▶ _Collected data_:
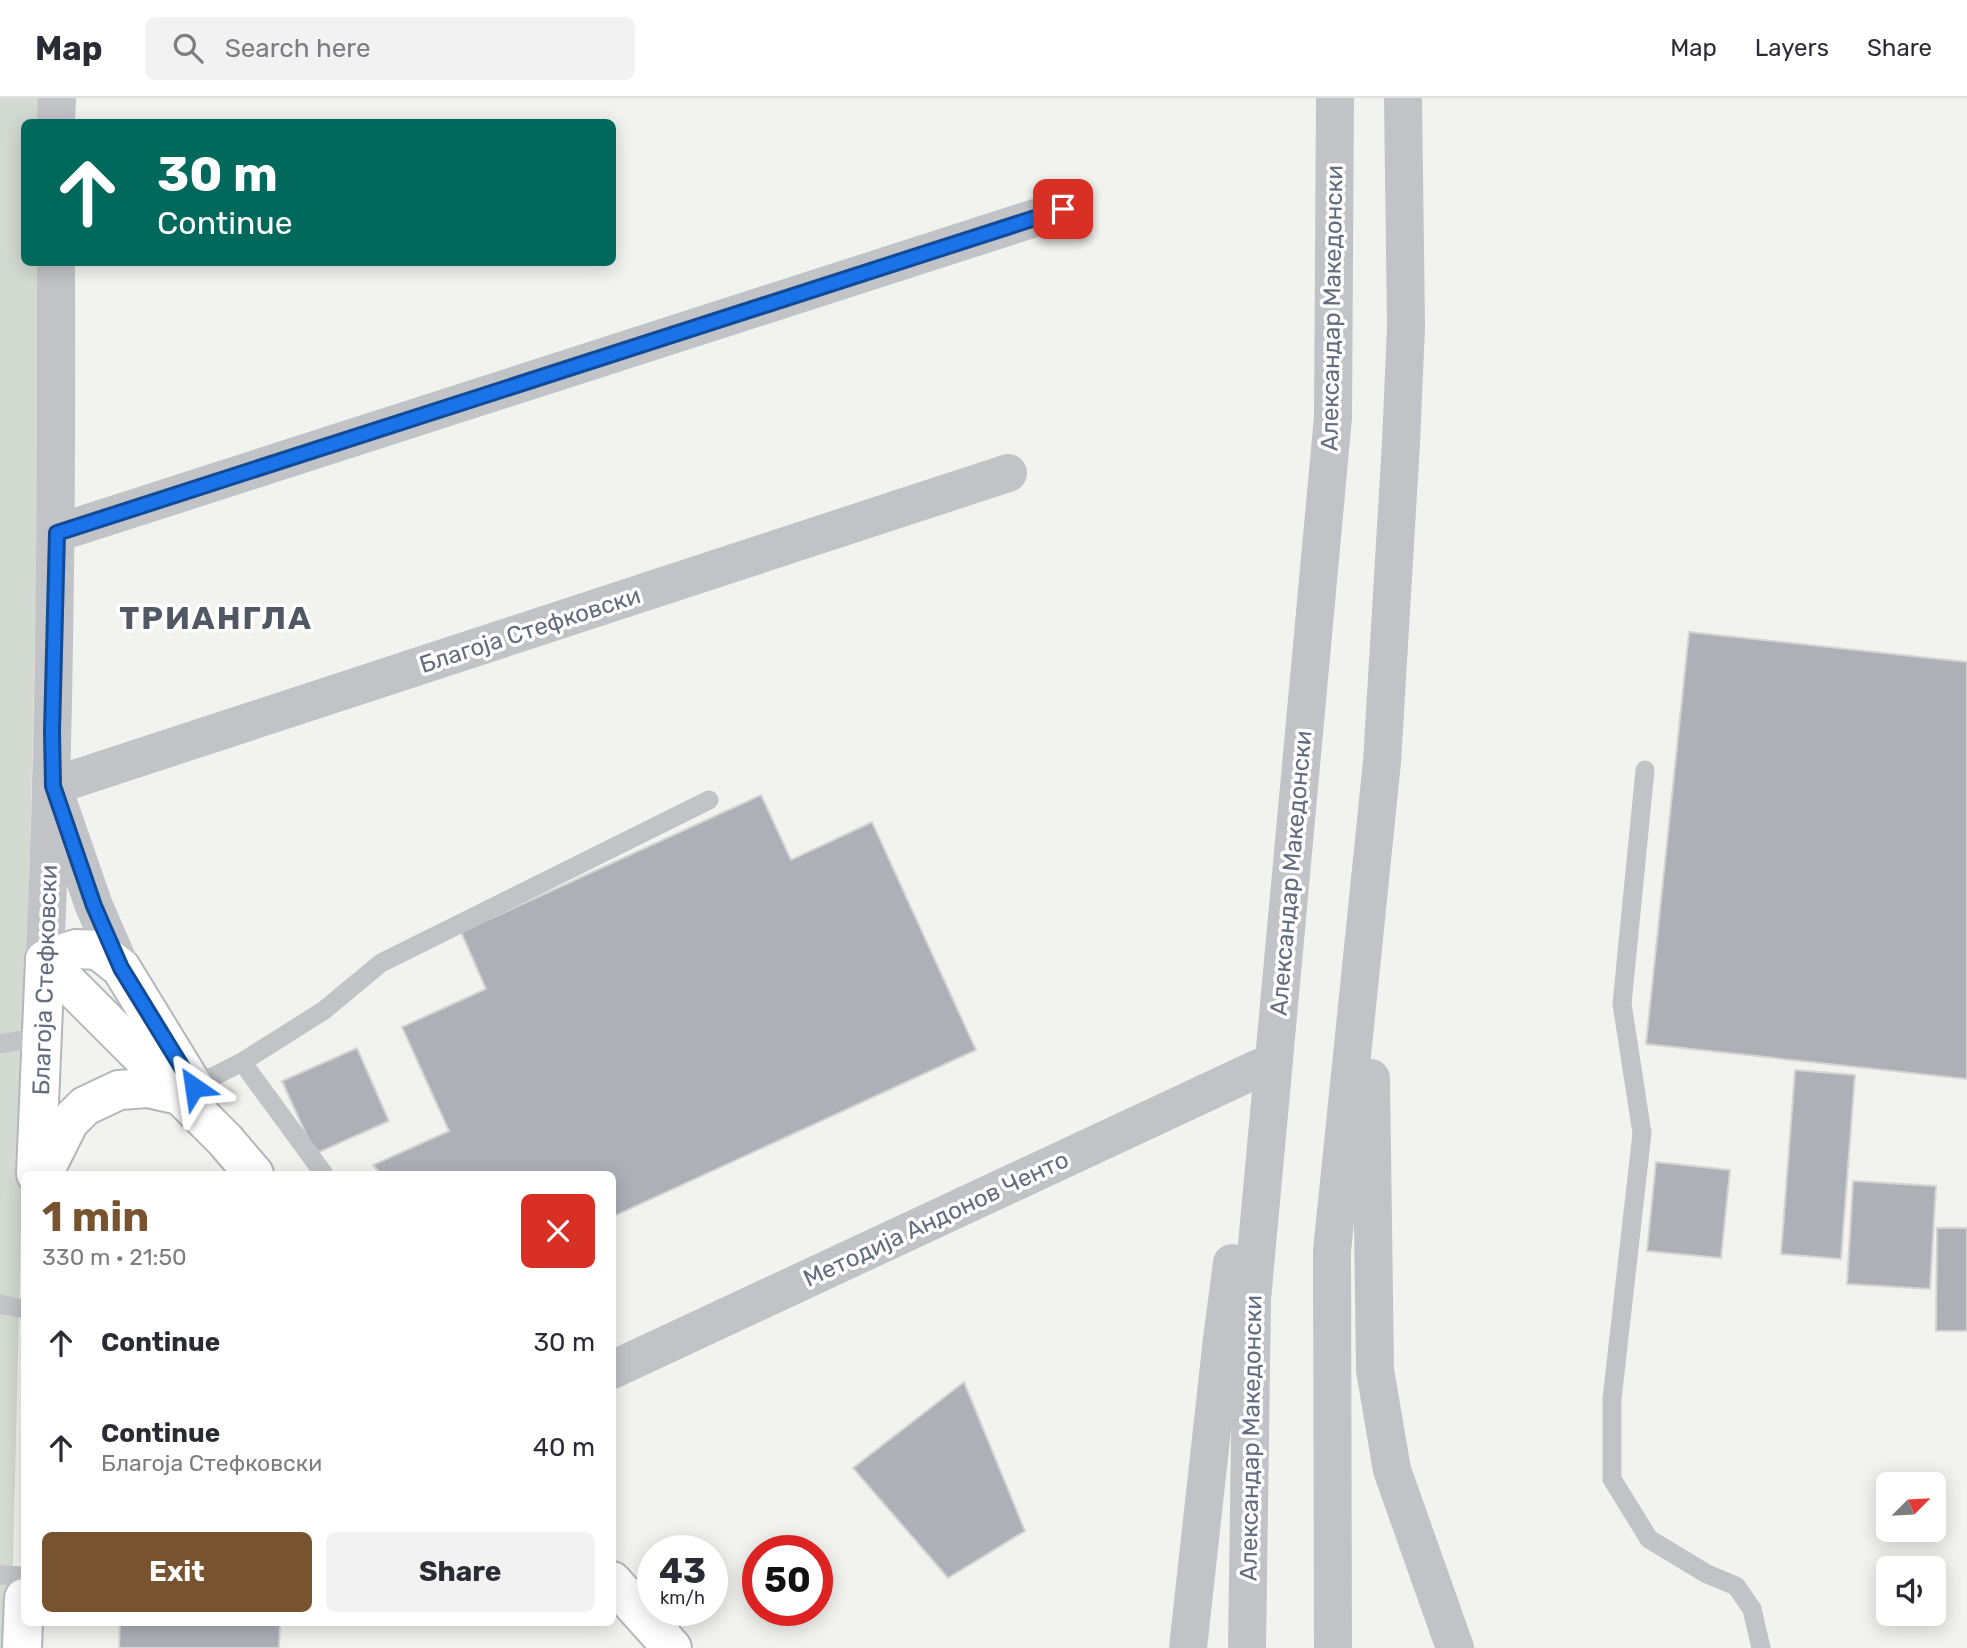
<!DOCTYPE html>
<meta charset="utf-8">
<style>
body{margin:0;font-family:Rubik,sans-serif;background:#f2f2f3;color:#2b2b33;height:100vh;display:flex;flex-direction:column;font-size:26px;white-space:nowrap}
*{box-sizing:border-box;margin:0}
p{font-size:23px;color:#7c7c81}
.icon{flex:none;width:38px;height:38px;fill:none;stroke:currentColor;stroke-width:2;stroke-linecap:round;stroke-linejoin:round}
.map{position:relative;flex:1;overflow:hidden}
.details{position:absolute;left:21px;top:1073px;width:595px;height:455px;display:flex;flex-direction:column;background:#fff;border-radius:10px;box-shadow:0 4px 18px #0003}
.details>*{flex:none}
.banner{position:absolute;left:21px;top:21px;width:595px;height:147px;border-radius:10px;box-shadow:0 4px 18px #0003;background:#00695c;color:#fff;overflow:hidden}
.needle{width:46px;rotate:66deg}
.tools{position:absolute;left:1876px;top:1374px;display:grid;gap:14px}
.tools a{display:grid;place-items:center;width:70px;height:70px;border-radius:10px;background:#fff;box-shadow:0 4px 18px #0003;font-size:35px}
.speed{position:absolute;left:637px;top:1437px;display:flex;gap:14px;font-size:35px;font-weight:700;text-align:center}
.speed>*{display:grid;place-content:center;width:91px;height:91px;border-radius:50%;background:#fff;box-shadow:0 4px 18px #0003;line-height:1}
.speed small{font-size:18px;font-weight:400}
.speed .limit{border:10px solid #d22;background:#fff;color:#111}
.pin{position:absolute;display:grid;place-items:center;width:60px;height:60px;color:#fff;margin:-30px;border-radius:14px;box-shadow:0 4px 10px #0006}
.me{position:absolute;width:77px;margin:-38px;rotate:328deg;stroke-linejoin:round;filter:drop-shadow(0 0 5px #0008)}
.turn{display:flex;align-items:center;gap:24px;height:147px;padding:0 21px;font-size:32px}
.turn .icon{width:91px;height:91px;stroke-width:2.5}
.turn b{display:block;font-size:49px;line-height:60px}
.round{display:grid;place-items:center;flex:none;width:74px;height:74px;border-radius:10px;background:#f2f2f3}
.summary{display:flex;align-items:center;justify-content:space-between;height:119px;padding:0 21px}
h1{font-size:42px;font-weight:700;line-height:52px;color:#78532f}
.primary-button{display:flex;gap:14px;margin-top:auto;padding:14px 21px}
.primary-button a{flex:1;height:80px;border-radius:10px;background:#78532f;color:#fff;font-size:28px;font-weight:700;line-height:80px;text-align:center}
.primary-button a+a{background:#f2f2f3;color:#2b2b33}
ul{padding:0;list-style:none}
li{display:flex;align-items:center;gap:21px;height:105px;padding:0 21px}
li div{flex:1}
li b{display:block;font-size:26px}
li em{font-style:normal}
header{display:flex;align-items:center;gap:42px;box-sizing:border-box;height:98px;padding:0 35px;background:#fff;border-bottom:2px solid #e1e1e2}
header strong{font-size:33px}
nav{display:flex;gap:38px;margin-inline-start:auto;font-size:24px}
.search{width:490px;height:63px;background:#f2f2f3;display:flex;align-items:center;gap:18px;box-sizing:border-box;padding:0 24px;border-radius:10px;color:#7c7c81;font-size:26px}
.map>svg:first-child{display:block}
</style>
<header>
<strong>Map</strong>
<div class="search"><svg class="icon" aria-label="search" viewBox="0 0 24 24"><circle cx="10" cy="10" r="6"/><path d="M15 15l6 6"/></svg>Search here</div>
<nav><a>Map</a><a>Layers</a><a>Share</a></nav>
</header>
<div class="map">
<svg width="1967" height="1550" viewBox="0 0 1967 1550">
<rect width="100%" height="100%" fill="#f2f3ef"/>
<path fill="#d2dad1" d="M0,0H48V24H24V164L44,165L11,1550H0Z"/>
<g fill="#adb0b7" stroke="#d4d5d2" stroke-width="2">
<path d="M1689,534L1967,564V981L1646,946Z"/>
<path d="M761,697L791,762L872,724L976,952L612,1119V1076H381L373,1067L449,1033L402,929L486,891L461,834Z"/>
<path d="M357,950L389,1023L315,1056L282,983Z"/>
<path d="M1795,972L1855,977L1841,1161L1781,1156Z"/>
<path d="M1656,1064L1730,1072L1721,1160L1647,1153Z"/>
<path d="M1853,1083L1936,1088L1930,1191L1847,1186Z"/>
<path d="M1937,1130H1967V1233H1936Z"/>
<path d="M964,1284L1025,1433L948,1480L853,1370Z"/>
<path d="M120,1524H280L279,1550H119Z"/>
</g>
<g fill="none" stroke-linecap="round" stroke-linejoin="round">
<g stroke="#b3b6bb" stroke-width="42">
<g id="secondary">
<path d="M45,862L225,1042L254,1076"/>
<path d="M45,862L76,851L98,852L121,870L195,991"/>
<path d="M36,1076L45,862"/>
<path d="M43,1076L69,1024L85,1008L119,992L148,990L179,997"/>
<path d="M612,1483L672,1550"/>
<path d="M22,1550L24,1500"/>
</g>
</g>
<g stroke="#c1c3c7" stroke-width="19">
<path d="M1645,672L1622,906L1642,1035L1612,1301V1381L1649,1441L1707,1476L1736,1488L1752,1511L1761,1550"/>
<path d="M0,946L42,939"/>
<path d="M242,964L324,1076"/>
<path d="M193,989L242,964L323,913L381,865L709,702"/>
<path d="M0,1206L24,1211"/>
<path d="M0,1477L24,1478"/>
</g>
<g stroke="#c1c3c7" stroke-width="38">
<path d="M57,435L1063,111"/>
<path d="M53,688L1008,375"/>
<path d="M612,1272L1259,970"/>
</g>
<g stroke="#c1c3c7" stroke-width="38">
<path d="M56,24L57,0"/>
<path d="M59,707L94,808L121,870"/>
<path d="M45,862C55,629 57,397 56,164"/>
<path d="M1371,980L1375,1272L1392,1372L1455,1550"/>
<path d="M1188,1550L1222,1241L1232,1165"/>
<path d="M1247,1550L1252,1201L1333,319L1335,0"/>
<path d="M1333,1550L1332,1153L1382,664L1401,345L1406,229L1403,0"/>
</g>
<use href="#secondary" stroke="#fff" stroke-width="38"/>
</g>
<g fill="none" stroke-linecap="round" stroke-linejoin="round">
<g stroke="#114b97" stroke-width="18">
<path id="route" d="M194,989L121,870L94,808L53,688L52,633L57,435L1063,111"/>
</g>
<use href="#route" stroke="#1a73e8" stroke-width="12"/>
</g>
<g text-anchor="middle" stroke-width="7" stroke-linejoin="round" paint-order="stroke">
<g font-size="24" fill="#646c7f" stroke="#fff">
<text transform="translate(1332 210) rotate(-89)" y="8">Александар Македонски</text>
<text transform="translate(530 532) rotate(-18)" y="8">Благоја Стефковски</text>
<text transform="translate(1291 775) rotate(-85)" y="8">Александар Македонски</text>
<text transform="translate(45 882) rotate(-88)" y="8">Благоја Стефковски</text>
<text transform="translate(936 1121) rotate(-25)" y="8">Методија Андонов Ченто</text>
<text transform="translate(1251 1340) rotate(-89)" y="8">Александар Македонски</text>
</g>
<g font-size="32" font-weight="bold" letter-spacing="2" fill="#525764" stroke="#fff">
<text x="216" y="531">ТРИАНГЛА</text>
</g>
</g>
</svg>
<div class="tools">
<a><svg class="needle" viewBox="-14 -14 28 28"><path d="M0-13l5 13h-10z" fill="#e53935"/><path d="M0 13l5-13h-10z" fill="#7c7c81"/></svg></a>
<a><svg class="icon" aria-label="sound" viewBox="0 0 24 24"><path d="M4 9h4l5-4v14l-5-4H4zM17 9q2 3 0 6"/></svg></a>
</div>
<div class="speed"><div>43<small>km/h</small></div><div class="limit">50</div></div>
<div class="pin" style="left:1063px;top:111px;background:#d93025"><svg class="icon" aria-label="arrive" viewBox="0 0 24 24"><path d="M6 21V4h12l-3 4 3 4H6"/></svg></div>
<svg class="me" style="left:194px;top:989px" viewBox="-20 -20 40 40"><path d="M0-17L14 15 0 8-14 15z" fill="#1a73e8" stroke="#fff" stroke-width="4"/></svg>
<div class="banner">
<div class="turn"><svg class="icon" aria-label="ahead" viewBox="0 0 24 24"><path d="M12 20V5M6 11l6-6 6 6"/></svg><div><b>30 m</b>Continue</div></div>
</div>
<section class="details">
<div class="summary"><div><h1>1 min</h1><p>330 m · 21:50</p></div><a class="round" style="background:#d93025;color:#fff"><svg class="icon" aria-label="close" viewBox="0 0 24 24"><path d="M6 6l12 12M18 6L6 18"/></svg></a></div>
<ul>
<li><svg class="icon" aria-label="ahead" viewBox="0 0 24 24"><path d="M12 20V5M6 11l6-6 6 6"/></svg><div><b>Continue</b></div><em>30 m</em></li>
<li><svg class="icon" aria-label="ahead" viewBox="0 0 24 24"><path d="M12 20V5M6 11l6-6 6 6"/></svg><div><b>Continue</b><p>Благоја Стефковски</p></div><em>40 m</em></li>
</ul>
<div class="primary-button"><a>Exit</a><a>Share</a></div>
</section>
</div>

▶ _EXERCISE DIRECTIONS_:
Find every line in the data above that holds the string "speed". Give the number of such lines and nothing else.

▶ _TASK RESULT_:
5